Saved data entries

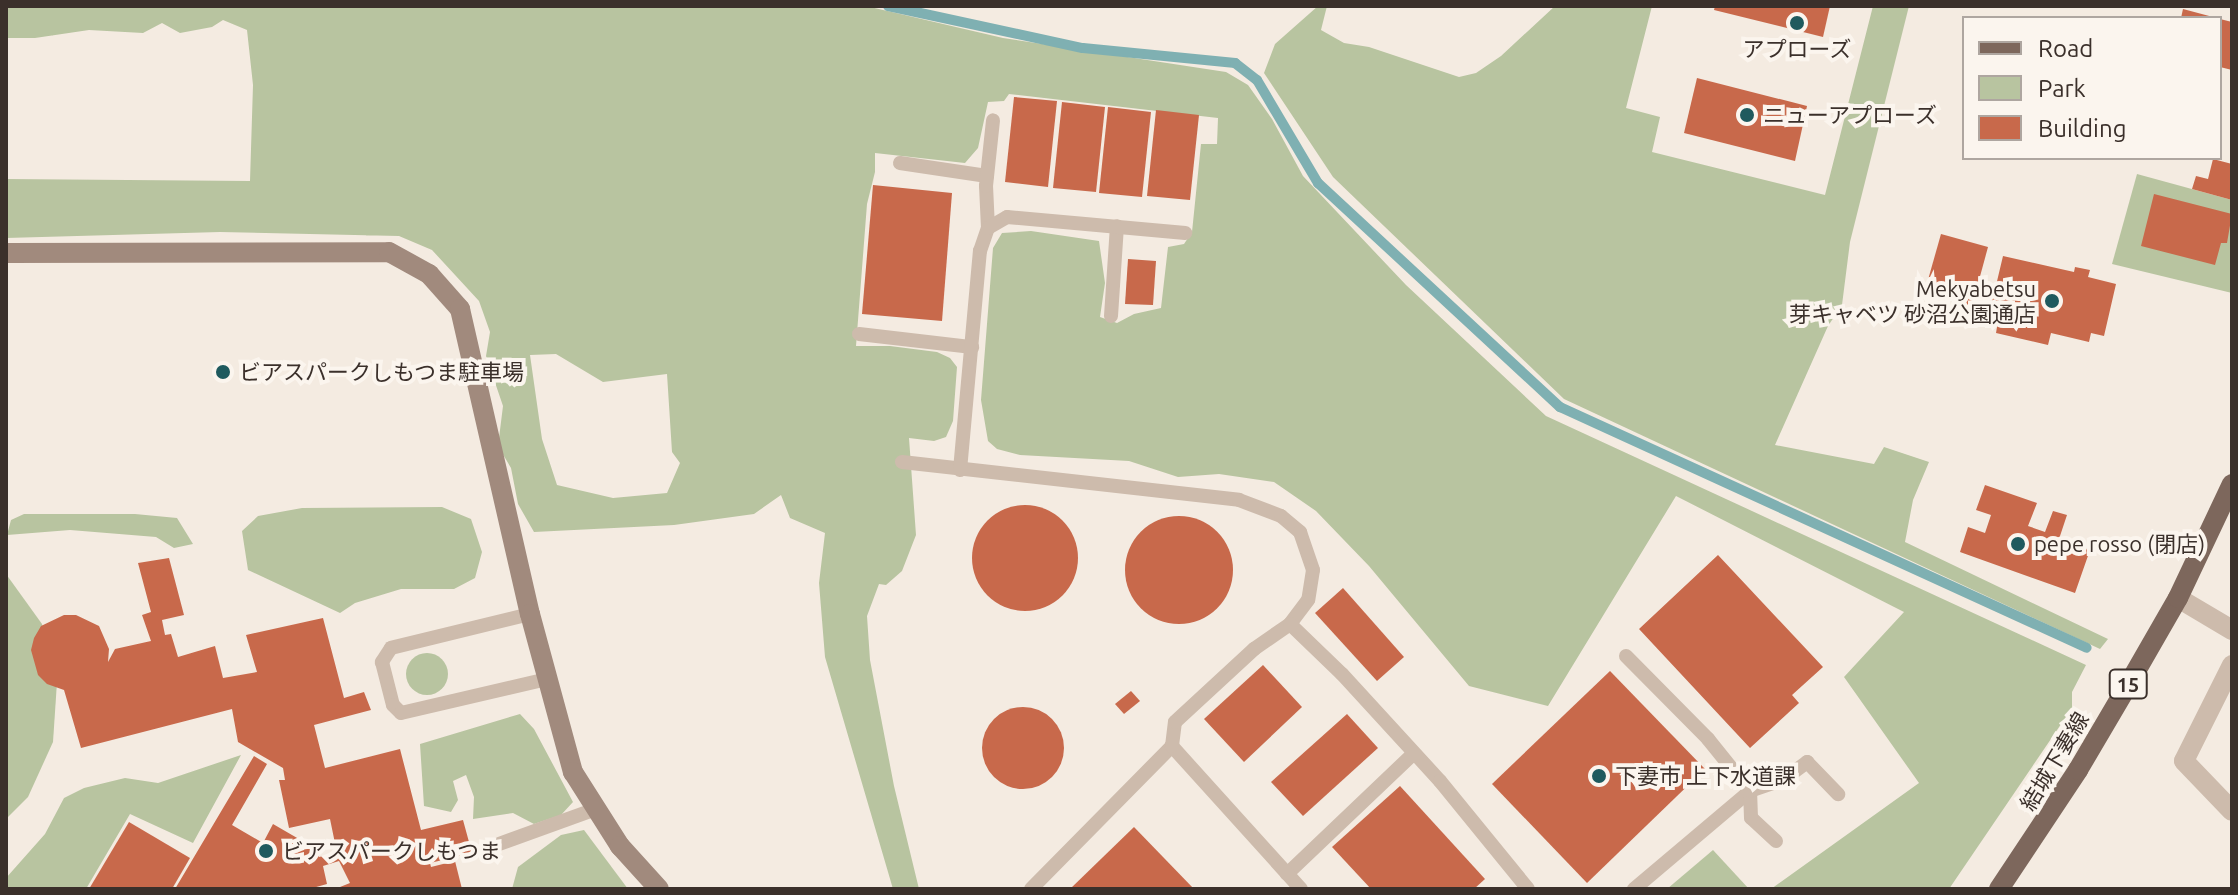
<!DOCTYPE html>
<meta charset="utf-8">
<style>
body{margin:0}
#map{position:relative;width:2238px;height:895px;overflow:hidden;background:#f4ebe1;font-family:Ubuntu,"Noto Sans JP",sans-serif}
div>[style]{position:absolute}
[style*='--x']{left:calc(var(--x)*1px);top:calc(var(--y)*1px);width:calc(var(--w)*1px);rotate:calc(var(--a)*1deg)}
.green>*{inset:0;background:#b8c4a0}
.round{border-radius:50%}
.stream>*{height:10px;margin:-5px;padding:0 5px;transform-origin:5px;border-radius:5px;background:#7fb0b2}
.building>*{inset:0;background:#c8694b}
.lane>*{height:14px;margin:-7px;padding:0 7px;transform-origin:7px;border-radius:7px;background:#cdbbac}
.street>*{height:20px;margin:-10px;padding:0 10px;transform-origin:10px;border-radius:10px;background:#cdbbac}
.secondary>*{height:20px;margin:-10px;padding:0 10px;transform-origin:10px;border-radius:10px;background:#a18a7d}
.primary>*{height:20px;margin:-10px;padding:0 10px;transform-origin:10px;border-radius:10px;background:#7d675c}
.dots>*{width:22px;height:22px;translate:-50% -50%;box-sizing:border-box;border:4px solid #fbf5ee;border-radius:50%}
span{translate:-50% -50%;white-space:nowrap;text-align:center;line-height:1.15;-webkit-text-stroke:8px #fbf5ee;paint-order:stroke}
.shield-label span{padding:2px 6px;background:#fbf5ee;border:2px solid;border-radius:6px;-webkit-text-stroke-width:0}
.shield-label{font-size:20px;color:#3b302b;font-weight:700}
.poi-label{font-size:22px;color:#3b302b}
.left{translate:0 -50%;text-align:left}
.right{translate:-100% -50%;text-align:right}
.street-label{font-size:22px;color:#3b302b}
.frame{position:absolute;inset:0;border:8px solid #3b302b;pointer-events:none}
.legend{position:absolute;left:1962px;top:16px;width:260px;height:144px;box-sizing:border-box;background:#fbf5ee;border:2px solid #aea6a0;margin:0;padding:10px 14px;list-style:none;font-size:24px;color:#3b302b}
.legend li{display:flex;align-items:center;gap:16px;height:40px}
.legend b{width:40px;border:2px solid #aea6a0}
</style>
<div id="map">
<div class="green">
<i style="clip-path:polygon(evenodd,6px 6px,866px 6px,1003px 38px,1226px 72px,1248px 85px,1272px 119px,1303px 176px,1406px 285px,1546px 416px,2086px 665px,2072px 692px,2072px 708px,1949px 889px,1771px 889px,1919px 783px,1844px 677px,1904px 612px,1676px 496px,1548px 706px,1469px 686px,1369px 566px,1316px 511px,1274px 482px,1219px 474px,1178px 477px,1129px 461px,1020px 455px,997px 449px,988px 441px,981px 400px,993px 248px,1002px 233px,1031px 231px,1099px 241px,1105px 283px,1100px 317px,1117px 323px,1134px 314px,1161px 308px,1168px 247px,1184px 244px,1192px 232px,1201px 144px,1217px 144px,1218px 118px,1009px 94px,1004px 101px,988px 102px,978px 148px,965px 163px,875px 153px,875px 172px,867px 204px,856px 346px,890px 346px,937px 352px,950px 358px,957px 367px,953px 421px,946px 437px,934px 441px,909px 438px,916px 535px,902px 571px,886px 585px,879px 584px,867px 616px,870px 660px,894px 786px,919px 889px,893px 889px,825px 657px,819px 583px,825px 533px,790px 518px,781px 495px,754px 514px,674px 525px,534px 532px,518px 504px,511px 468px,498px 446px,503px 406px,486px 356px,490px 332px,479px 301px,432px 250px,399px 236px,220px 232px,6px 238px,6px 179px,250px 181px,253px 85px,247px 30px,223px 20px,212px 27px,180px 33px,162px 23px,143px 33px,89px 30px,35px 38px,6px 38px,6px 6px,556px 354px,603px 382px,667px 374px,672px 452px,680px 463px,667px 493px,613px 498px,557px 485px,542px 439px,530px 355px,556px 354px)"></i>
<i style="clip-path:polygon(1318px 6px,1327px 6px,1321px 30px,1344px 43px,1369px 47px,1459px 77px,1476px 73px,1501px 56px,1555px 6px,1652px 6px,1626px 108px,1660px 117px,1652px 152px,1825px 195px,1873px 6px,1909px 6px,1850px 242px,1842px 305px,1828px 326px,1775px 445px,1874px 464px,1884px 447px,1929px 462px,1913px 500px,1905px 542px,2108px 639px,2100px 649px,1564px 399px,1333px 177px,1264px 73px,1275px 44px)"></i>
<i style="clip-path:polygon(2137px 174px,2232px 200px,2232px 293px,2112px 264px)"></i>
<i style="clip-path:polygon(442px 507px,471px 519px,482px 552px,475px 578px,454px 589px,401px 589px,355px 603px,340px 613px,248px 570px,242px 531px,258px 516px,302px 508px)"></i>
<i style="clip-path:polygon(24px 514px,135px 514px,177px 518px,193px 544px,174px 548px,156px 537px,70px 530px,7px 535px,11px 520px)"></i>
<i style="clip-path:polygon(6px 574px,42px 624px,57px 682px,53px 742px,28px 797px,6px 819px)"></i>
<i class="round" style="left:406px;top:653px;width:42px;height:42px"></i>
<i style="clip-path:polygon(520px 714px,534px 729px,573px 802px,561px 815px,534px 824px,513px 813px,473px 819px,474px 797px,466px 775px,453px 781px,458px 800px,451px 812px,424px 806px,420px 744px)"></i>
<i style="clip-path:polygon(241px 755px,193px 843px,130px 814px,86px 889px,6px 889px,6px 878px,45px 834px,64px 798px,84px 788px,125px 778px,158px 783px)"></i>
<i style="clip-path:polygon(584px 830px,628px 889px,512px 889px,518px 867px,561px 835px)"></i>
<i style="clip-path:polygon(1713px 850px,1749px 889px,1667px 889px)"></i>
</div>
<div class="stream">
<i style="--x:888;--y:6;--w:199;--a:12.2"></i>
<i style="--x:1083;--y:48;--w:153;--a:5.6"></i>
<i style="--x:1235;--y:63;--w:28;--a:38"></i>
<i style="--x:1257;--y:80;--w:120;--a:59.4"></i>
<i style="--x:1318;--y:183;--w:330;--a:42.8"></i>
<i style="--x:1560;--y:407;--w:579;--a:24.57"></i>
</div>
<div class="building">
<i style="clip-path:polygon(1715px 6px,1830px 6px,1823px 37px,1714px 10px)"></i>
<i style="clip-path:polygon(2183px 9px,2213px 17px,2213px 18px,2181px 18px)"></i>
<i style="clip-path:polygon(2220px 19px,2232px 22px,2232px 70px,2220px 67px)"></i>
<i style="clip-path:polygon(1697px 78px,1807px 106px,1795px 161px,1684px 133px)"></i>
<i style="clip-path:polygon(1014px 97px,1057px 101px,1048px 187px,1005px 182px)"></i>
<i style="clip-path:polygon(1062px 102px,1105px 107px,1096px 192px,1053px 188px)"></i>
<i style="clip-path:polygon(1108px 107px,1151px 112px,1142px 197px,1099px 193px)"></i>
<i style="clip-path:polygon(1156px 110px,1199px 115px,1190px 200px,1147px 196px)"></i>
<i style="clip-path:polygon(2213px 159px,2232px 164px,2232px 200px,2192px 189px,2196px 176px,2208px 179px)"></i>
<i style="clip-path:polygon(873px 185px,952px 193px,942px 321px,862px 314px)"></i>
<i style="clip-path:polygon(2154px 194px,2232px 214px,2227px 243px,2221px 243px,2215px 265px,2141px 246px)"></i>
<i style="clip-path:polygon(1941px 234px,1988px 247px,1972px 306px,1924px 294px)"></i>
<i style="clip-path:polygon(2003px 256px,2074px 272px,2075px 267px,2090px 270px,2088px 277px,2116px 284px,2104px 336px,2091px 333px,2089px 342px,2051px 333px,2048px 345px,1996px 333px,1998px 321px,1988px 319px)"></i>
<i style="clip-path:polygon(1128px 259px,1156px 261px,1153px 305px,1125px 304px)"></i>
<i style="clip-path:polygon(1985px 485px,2037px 503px,2028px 526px,2045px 532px,2053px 511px,2067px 515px,2059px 539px,2090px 550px,2075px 593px,1960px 552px,1968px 527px,1985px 533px,1991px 515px,1976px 510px)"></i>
<i class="round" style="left:972px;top:505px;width:106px;height:106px"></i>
<i class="round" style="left:1125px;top:516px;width:108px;height:108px"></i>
<i style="clip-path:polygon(1718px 555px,1823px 667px,1792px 695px,1799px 703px,1750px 748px,1639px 629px)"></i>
<i style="clip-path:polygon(169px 558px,184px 615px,162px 620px,165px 635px,171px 634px,178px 657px,215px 646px,223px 678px,257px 672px,246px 635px,323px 618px,344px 698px,364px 692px,371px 710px,314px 725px,325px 768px,400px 749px,421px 830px,463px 820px,472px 853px,430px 863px,431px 867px,455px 861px,462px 889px,335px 889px,350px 883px,339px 861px,323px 866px,327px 884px,309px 889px,175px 889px,254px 756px,267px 764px,232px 825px,263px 843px,273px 824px,311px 846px,319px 857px,337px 853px,330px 819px,289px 828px,279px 780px,285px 780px,283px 768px,238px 742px,232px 709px,81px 748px,64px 690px,47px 684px,38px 675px,31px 650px,34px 638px,41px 626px,64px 615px,76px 615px,99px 626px,109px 649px,108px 662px,115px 649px,151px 641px,142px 615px,151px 612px,138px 563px)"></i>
<i style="clip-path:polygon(1343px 588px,1404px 657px,1377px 681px,1315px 613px)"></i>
<i style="clip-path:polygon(1263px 665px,1302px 707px,1244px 762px,1204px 719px)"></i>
<i style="clip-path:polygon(1610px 671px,1705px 769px,1587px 883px,1492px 784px)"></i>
<i style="clip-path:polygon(1131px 691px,1140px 701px,1124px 714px,1115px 704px)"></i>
<i class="round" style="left:982px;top:707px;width:82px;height:82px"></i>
<i style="clip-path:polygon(1347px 714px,1378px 748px,1303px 816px,1271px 782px)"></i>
<i style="clip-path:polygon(1400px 786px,1485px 879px,1474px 889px,1371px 889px,1332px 847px)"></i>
<i style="clip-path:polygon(129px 822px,190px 858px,172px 889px,89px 889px)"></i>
<i style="clip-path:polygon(1134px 827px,1194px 889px,1070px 889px)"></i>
</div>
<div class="lane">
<i style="--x:900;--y:163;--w:88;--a:8.5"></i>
<i style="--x:988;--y:228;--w:42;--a:-92.7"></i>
<i style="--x:986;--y:186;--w:66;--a:-83.9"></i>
<i style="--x:1111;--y:316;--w:90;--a:-86.2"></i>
<i style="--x:859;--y:334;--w:114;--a:6.6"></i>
<i style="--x:902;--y:462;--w:339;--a:6.4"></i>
<i style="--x:1239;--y:500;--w:45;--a:20.9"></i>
<i style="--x:1281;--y:516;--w:25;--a:40"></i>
<i style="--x:1300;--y:532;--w:40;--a:71.1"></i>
<i style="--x:1313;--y:570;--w:30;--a:99"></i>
<i style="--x:1308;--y:600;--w:30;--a:127"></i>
<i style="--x:960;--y:470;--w:220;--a:-84.8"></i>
<i style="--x:980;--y:251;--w:24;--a:-71"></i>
<i style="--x:988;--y:228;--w:22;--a:-30"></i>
<i style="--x:1007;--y:217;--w:179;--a:5.1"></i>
<i style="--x:530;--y:614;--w:143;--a:166.3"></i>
<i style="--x:391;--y:648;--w:17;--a:123"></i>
<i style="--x:382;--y:662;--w:44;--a:75.7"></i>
<i style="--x:393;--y:705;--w:11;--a:45"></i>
<i style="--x:401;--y:713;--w:150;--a:-13.1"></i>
<i style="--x:1626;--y:656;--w:117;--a:45.3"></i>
<i style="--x:1708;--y:739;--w:67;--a:51.1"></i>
<i style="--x:1750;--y:791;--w:152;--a:139.8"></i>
<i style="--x:1776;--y:841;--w:34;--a:-137"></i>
<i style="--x:1751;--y:818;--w:27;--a:-92"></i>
<i style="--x:1750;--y:791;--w:36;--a:-19"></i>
<i style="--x:1784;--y:779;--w:29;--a:-36"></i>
<i style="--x:1807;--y:762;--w:45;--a:45.9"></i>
<i style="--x:488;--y:848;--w:115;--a:-19.9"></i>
<i style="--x:1287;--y:874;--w:175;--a:-43.6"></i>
<i style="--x:1031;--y:889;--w:201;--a:-45.4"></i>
<i style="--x:1301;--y:889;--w:193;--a:-132.1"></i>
<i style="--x:1172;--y:746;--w:24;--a:-83"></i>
<i style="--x:1175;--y:722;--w:108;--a:-42.7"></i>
<i style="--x:1254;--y:649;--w:44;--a:-34.8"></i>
<i style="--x:1290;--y:624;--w:72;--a:43.9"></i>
<i style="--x:1342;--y:674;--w:145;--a:47.5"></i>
<i style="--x:1440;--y:781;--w:139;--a:50.8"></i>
</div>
<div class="street">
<i style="--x:2178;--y:598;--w:63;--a:30.7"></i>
<i style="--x:2232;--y:665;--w:107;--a:116.6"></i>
<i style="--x:2184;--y:761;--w:69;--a:46.2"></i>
</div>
<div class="secondary">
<i style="--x:6;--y:253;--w:383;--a:-0.1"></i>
<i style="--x:389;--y:252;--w:46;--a:28.8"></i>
<i style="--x:429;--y:274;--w:47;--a:48.5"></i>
<i style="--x:460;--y:309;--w:313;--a:77.1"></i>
<i style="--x:530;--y:614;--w:164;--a:74.8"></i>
<i style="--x:573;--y:772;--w:88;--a:57.6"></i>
<i style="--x:620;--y:846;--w:58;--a:47.8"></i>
</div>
<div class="primary">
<i style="--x:1999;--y:889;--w:143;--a:-56.4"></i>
<i style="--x:2078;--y:770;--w:99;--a:-59.5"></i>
<i style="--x:2128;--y:685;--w:100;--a:-60.1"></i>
<i style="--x:2178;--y:598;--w:126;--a:-64.7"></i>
</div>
<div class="dots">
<i style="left:1797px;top:23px;background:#1f5a5e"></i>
<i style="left:1747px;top:115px;background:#1f5a5e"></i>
<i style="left:2052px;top:301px;background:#1f5a5e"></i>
<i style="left:223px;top:372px;background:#1f5a5e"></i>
<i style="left:2018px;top:544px;background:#1f5a5e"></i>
<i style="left:1599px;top:776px;background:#1f5a5e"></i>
<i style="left:266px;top:851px;background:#1f5a5e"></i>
</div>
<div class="shield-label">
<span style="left:2128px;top:684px">15</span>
</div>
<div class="poi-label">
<span style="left:1797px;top:49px">アプローズ</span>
<span class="left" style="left:1763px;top:115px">ニューアプローズ</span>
<span class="right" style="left:2036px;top:301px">Mekyabetsu<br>芽キャベツ 砂沼公園通店</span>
<span class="left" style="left:239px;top:372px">ビアスパークしもつま駐車場</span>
<span class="left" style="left:2034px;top:544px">pepe rosso (閉店)</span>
<span class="left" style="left:1615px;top:776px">下妻市 上下水道課</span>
<span class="left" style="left:282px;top:851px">ビアスパークしもつま</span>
</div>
<div class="street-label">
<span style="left:2054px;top:761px;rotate:-59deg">結城下妻線</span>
</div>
<div class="frame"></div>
<ul class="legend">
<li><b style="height:10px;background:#7d675c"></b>Road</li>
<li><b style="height:22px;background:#b8c4a0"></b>Park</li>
<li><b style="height:22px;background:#c8694b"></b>Building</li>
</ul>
</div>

Exercise ▸ Every line of the entries above that includes "stream" should be copied.

Answer below ▸
.stream>*{height:10px;margin:-5px;padding:0 5px;transform-origin:5px;border-radius:5px;background:#7fb0b2}
<div class="stream">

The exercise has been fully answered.